Les annonces du Premier ministre Édouard Philippe, mardi 28 avril à l'Assemblée nationale, sur le processus de déconfinement, ont achevé de sceller le sort des grands événements de la fin de l'été : tous ceux "rassemblant plus de 5000 personnes, qui doivent être déclarés en préfecture et nécessitent beaucoup d'organisation, ne pourront se tenir avant le mois de septembre".
Un impact économique très lourd
De Jazz sous les pommiers annulé au printemps à Jazz in Marciac, de Jazz à Vienne au vétéran Nice Jazz Festival, en passant par Jazz à Sète, Charlie Jazz et tant d'autres, ces annulations en cascade ont de lourdes conséquences financières. C'est vrai notamment pour les festivals aux budgets conséquents (6 millions d'euros pour Jazz in Marciac, 5 millions pour Jazz à Vienne) organisés en zone rurale comme à Marciac dans le Gers, ou dans une petite ville de l'Isère comme Vienne.
"Un événement comme celui-là dans une petite ville de 30.000 habitants, ça a un retentissement très très fort", déclare à l'AFP Samuel Riblier, directeur depuis 2016 de l'établissement public Jazz à Vienne, rattaché juridiquement à l'agglomération Vienne - Condrieu. Une étude faite en 2014 par l'agglomération avait chiffré à 17 millions d'euros les retombées économiques du festival isérois.
"Le festival, c'est 20 millions d'euros de retombées économiques sur le territoire, en gros le pays du Val d'Adour", rappelle de son côté Jean-Louis Guilhaumon, le président de l'association Jazz in Marciac (JIM), et maire de la commune.
L'Île de Ré sera moins touchée par l'annulation de Jazz au Phare, une structure beaucoup plus petite que Vienne et Marciac, avec quatre jours de festival contre deux semaines et demie, 500.000 euros de budget et une histoire plus récente : dix éditions jusqu'à cette funeste année, contre 42 à Marciac et 39 à Vienne.
Des conséquences pour l'emploi
Ces annulations ont aussi une conséquence directe sur l'emploi. "Il y a une dizaine de salariés, que nous avons tous mis au chômage partiel d'avril à septembre", déclare Samuel Riblier côté Vienne. "Nous avons sept salariés, et pour certains nous allons prendre des mesures de chômage partiel", confie pour sa part Jean-Louis Guilhaumon côté Marciac.
Malgré l'électrochoc, aucun n'envisage cependant de mettre la clé sous la porte. Les pouvoirs publics les ont rassurés : les subventions publiques de ces festivals seront maintenues cette année. "Au niveau des collectivités locales, tout le monde veut jouer le jeu.
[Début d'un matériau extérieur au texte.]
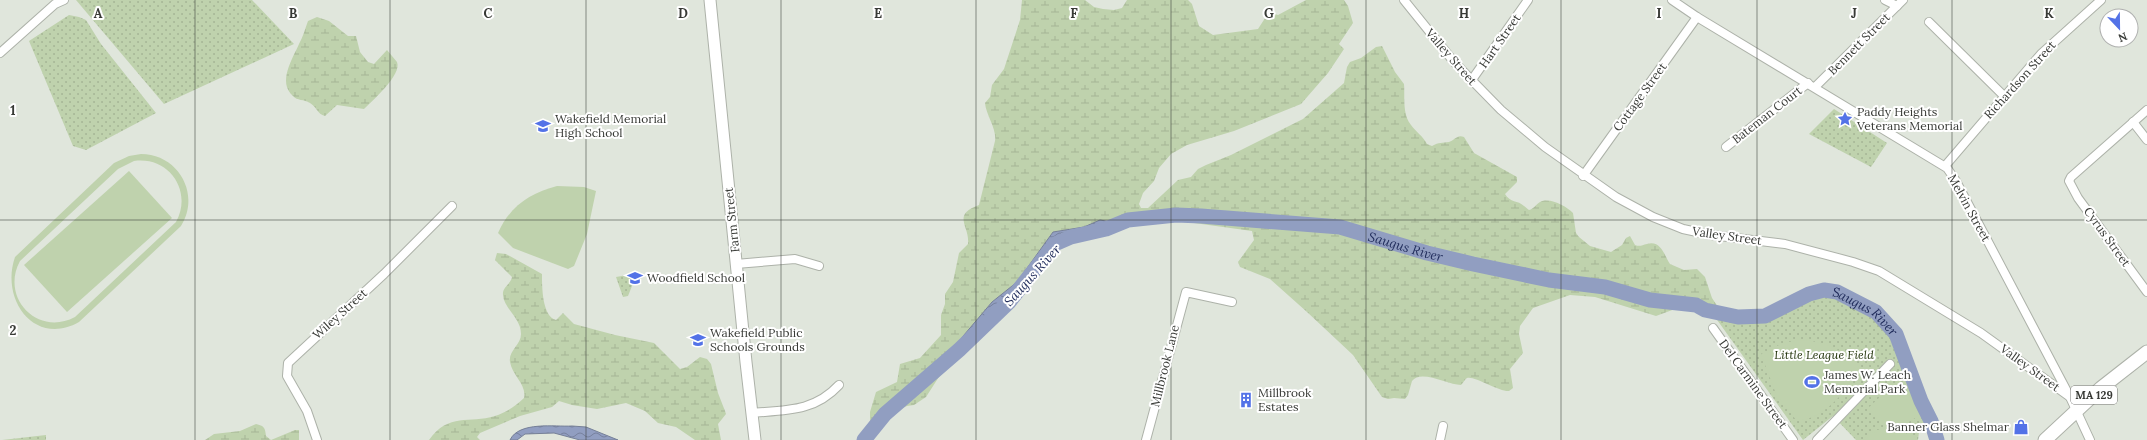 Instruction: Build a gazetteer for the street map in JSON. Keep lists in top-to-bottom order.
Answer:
{
  "streets": {
    "main road": ["Farm Street", "MA 129"],
    "street": [
      "Hart Street",
      "Bennett Street",
      "Valley Street",
      "Richardson Street",
      "Cottage Street",
      "Bateman Court",
      "Melvin Street",
      "Cyrus Street",
      "Wiley Street",
      "Millbrook Lane",
      "Del Carmine Street"
    ]
  },
  "crossings": [
    ["Hart Street", "Valley Street"],
    ["Bennett Street", "Bateman Court"],
    ["Bennett Street", "Melvin Street"],
    ["Valley Street", "Cottage Street"],
    ["Valley Street", "Melvin Street"],
    ["Richardson Street", "Melvin Street"],
    ["Cottage Street", "Melvin Street"],
    ["Bateman Court", "Melvin Street"],
    ["Melvin Street", "MA 129"]
  ],
  "water": ["Saugus River"],
  "parks": ["Little League Field"],
  "places": {
    "place": ["Paddy Heights Veterans Memorial"],
    "school or university": ["Wakefield Memorial High School", "Woodfield School", "Wakefield Public Schools Grounds"],
    "sports": ["James W. Leach Memorial Park"],
    "building": ["Millbrook Estates"],
    "shop": ["Banner Glass Shelmar"]
  },
  "north": "bottom",
  "grid": {
    "columns": [
      "A",
      "B",
      "C",
      "D",
      "E",
      "F",
      "G",
      "H",
      "I",
      "J",
      "K"
    ],
    "rows": ["1", "2"]
  }
}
On aura peut-être en plus des aides exceptionnelles pour faciliter notre trésorerie", explique à l'AFP Jean Chavinier, directeur de Jazz au Phare, que cet homme d'affaires retraité, Parisien attaché à l'Île de Ré, a créé en 2010.
"L'État, la région, le département acceptent de maintenir leur aide", précise Jean-Louis Guilhaumon. Ces subventions représentent environ 20% des budgets de Jazz à Vienne et Jazz au Phare, 10% à Marciac.
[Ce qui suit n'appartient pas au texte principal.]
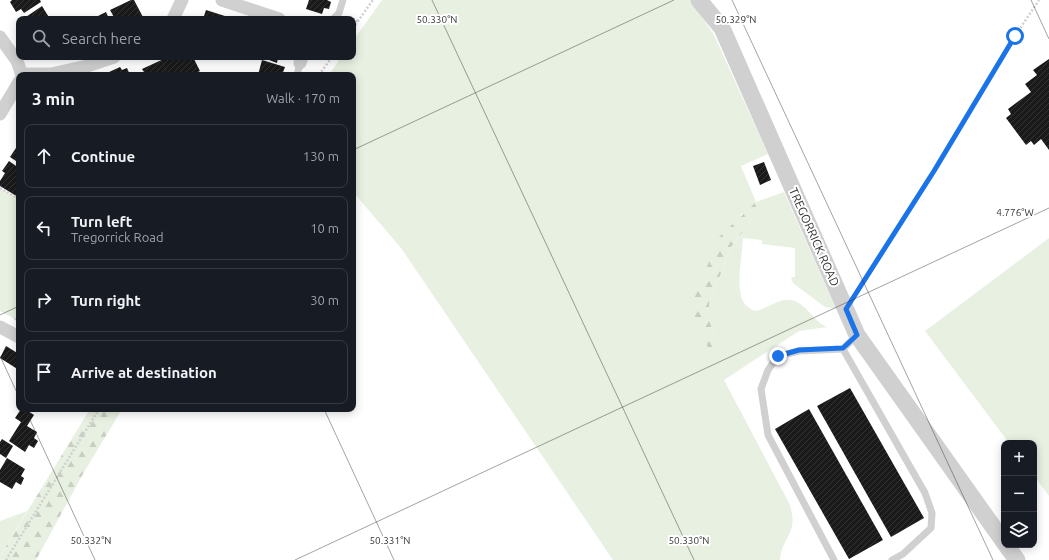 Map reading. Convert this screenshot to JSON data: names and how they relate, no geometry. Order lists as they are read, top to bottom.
{
  "streets": {
    "street": ["TREGORRICK ROAD"]
  },
  "page": {
    "search": "Search here",
    "heading": ["3 min", "Walk · 170 m"],
    "list": [
      ["Continue", "130 m"],
      ["Turn left", "Tregorrick Road", "10 m"],
      ["Turn right", "30 m"],
      "Arrive at destination"
    ],
    "map_buttons": ["+", "−"]
  },
  "coordinates": [
    "50.330°N",
    "50.329°N",
    "4.776°W",
    "50.332°N",
    "50.331°N"
  ]
}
Pour les partenaires privés, c'est plus délicat. Même si, affirme le responsable viennois, "il y a une vraie solidarité qui se crée". Il souligne : "Ils traversent eux aussi des périodes de difficultés. Nous allons faire appel à leur solidarité, leur générosité, mais je ne peux pas vous dire aujourd'hui quelle sera leur réponse", s'inquiète le patron de Jazz in Marciac, dont le "fonds de réserve est notoirement insuffisant pour faire face à une telle situation".
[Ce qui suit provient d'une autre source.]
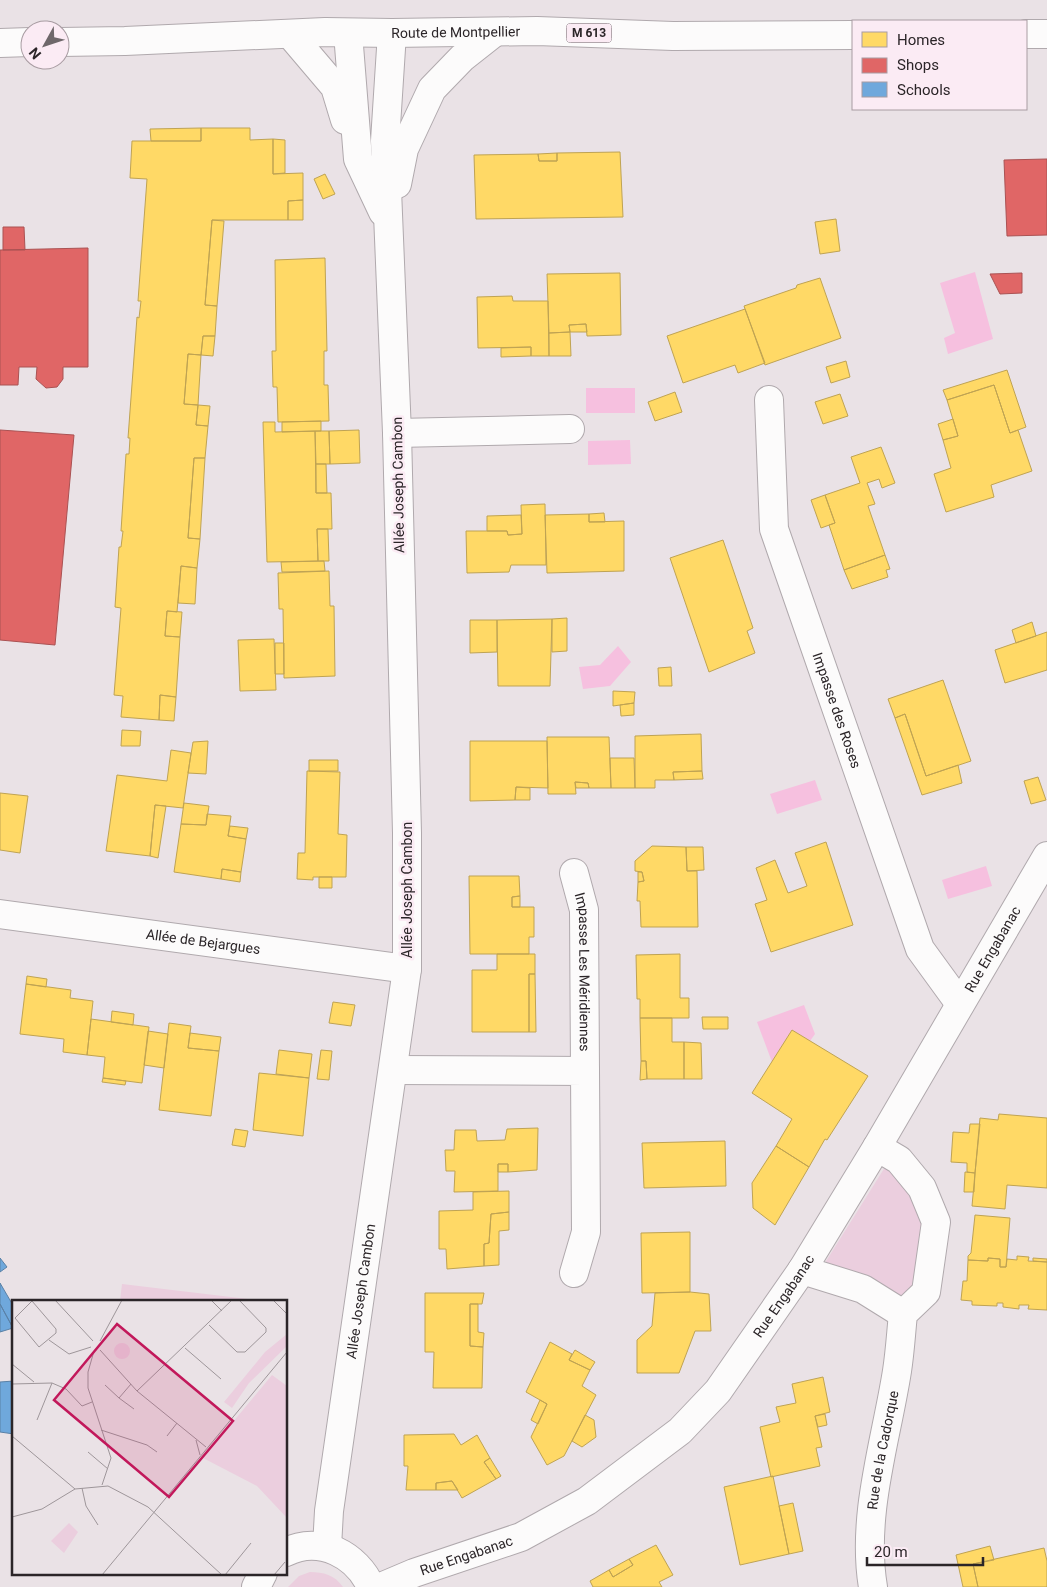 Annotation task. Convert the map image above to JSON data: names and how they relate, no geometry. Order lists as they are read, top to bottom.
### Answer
{
  "streets": {
    "street": [
      "Route de Montpellier",
      "M 613",
      "Allée Joseph Cambon",
      "Impasse des Roses",
      "Allée de Bejargues",
      "Rue Engabanac",
      "Impasse Les Méridiennes",
      "Rue de la Cadorque"
    ]
  },
  "crossings": [
    ["Route de Montpellier", "Allée Joseph Cambon"],
    ["Allée Joseph Cambon", "Allée de Bejargues"],
    ["Allée Joseph Cambon", "Impasse Les Méridiennes"],
    ["Impasse des Roses", "Rue Engabanac"]
  ],
  "legend": ["Homes", "Shops", "Schools"],
  "scale_bar": "20 m",
  "north": "bottom left"
}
L'importance de la billetterie et du retour de la "confiance"
Mais l'essentiel du financement est constitué par la billeterie et les recettes annexes : 50% à Jazz au Phare, 60% à Vienne, près de 70% à Marciac. Les festivaliers ayant déjà acheté des billets pour 2020 se sont vu proposer de transformer leurs achats en dons. Jean-Louis Guilhaumon assure par ailleurs que plusieurs musiciens ont promis de respecter leur engagement en 2021.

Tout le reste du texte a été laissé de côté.